__WHAT YOU ARE ASKED TO DO__: Going through the entries below, copy out each line that contains "image".

-------- EXTRACTED DATA

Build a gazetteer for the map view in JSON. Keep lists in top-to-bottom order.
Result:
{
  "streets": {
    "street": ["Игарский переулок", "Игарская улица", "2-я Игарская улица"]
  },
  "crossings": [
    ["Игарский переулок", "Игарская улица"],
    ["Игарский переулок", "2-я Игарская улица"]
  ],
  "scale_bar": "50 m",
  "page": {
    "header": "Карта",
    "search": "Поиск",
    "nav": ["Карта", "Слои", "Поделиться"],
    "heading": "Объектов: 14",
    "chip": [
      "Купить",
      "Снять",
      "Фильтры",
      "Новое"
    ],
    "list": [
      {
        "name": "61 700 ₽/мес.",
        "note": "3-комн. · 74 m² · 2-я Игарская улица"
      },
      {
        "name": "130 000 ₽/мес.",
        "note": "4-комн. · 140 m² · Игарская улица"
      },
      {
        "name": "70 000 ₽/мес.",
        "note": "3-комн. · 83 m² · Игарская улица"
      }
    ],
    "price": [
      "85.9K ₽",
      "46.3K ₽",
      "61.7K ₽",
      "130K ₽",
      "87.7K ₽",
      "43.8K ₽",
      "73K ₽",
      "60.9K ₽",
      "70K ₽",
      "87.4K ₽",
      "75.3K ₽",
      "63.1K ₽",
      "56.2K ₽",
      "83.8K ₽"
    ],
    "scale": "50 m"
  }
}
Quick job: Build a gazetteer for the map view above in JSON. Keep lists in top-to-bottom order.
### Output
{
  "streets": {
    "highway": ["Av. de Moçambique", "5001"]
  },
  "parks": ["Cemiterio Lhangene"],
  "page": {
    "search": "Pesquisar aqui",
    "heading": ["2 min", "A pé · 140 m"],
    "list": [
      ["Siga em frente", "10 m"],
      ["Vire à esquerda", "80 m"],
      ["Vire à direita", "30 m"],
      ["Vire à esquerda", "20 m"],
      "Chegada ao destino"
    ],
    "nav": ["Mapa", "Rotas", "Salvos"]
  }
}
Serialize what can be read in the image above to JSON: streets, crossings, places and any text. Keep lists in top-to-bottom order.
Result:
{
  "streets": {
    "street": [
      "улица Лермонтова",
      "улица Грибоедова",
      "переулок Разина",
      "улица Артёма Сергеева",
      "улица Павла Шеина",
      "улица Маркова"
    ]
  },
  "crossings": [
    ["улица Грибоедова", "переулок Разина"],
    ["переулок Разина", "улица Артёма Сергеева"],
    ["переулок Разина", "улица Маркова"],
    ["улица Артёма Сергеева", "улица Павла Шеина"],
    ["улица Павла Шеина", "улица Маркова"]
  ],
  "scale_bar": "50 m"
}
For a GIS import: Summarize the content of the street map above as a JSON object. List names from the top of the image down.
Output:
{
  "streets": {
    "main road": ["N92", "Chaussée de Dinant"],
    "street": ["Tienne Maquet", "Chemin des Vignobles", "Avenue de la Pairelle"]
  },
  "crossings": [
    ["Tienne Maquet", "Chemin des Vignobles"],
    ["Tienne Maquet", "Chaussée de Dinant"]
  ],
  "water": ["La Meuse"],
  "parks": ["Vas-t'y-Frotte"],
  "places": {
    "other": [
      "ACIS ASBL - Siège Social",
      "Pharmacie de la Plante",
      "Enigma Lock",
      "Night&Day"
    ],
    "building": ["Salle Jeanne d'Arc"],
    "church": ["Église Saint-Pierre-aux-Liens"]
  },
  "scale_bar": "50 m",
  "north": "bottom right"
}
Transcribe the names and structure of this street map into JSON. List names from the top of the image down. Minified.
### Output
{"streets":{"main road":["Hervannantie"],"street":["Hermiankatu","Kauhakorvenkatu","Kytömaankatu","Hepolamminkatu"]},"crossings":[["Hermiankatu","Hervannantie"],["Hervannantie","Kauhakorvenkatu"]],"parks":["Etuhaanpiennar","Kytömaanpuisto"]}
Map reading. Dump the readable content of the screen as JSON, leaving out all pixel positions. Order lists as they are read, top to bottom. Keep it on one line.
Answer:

----------------

__PROBLEM SOLUTION__:
Serialize what can be read in the image above to JSON: streets, crossings, places and any text. Keep lists in top-to-bottom order.
For a GIS import: Summarize the content of the street map above as a JSON object. List names from the top of the image down.
Transcribe the names and structure of this street map into JSON. List names from the top of the image down. Minified.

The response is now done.